- **Exercise goal**
Retype the listing in full. Change nothing.

- **Information provided**
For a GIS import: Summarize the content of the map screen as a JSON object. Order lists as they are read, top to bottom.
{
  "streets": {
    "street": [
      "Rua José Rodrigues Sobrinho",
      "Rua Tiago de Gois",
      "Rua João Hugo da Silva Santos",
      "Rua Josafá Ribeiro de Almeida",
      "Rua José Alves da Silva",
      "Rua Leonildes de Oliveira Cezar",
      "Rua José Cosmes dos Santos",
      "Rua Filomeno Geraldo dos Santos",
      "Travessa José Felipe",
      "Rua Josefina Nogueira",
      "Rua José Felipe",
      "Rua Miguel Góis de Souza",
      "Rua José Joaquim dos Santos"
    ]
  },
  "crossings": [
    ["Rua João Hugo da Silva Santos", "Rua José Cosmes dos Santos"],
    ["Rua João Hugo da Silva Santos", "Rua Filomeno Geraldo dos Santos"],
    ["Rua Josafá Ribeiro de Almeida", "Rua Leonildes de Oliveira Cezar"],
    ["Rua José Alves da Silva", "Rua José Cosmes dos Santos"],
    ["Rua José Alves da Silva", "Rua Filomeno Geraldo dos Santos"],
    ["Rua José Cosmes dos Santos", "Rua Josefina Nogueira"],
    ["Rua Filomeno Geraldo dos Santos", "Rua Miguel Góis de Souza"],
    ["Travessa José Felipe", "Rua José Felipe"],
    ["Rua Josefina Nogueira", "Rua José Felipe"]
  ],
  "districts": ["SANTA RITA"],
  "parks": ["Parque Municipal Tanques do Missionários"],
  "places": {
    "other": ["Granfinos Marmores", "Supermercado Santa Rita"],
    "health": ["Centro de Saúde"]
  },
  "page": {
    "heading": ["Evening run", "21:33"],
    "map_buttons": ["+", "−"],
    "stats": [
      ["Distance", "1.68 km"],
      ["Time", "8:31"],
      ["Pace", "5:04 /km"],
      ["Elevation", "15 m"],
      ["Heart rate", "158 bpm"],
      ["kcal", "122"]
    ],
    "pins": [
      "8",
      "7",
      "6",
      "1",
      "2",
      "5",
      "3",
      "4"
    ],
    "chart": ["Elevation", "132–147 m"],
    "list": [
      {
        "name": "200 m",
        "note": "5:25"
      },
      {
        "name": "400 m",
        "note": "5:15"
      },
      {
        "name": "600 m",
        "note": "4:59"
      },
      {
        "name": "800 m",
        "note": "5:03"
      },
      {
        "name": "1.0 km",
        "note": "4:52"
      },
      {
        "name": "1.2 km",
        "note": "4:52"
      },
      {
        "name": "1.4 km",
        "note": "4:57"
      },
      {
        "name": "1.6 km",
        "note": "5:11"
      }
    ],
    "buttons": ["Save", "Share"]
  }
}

- **Expected output**
For a GIS import: Summarize the content of the map screen as a JSON object. Order lists as they are read, top to bottom.
{
  "streets": {
    "street": [
      "Rua José Rodrigues Sobrinho",
      "Rua Tiago de Gois",
      "Rua João Hugo da Silva Santos",
      "Rua Josafá Ribeiro de Almeida",
      "Rua José Alves da Silva",
      "Rua Leonildes de Oliveira Cezar",
      "Rua José Cosmes dos Santos",
      "Rua Filomeno Geraldo dos Santos",
      "Travessa José Felipe",
      "Rua Josefina Nogueira",
      "Rua José Felipe",
      "Rua Miguel Góis de Souza",
      "Rua José Joaquim dos Santos"
    ]
  },
  "crossings": [
    ["Rua João Hugo da Silva Santos", "Rua José Cosmes dos Santos"],
    ["Rua João Hugo da Silva Santos", "Rua Filomeno Geraldo dos Santos"],
    ["Rua Josafá Ribeiro de Almeida", "Rua Leonildes de Oliveira Cezar"],
    ["Rua José Alves da Silva", "Rua José Cosmes dos Santos"],
    ["Rua José Alves da Silva", "Rua Filomeno Geraldo dos Santos"],
    ["Rua José Cosmes dos Santos", "Rua Josefina Nogueira"],
    ["Rua Filomeno Geraldo dos Santos", "Rua Miguel Góis de Souza"],
    ["Travessa José Felipe", "Rua José Felipe"],
    ["Rua Josefina Nogueira", "Rua José Felipe"]
  ],
  "districts": ["SANTA RITA"],
  "parks": ["Parque Municipal Tanques do Missionários"],
  "places": {
    "other": ["Granfinos Marmores", "Supermercado Santa Rita"],
    "health": ["Centro de Saúde"]
  },
  "page": {
    "heading": ["Evening run", "21:33"],
    "map_buttons": ["+", "−"],
    "stats": [
      ["Distance", "1.68 km"],
      ["Time", "8:31"],
      ["Pace", "5:04 /km"],
      ["Elevation", "15 m"],
      ["Heart rate", "158 bpm"],
      ["kcal", "122"]
    ],
    "pins": [
      "8",
      "7",
      "6",
      "1",
      "2",
      "5",
      "3",
      "4"
    ],
    "chart": ["Elevation", "132–147 m"],
    "list": [
      {
        "name": "200 m",
        "note": "5:25"
      },
      {
        "name": "400 m",
        "note": "5:15"
      },
      {
        "name": "600 m",
        "note": "4:59"
      },
      {
        "name": "800 m",
        "note": "5:03"
      },
      {
        "name": "1.0 km",
        "note": "4:52"
      },
      {
        "name": "1.2 km",
        "note": "4:52"
      },
      {
        "name": "1.4 km",
        "note": "4:57"
      },
      {
        "name": "1.6 km",
        "note": "5:11"
      }
    ],
    "buttons": ["Save", "Share"]
  }
}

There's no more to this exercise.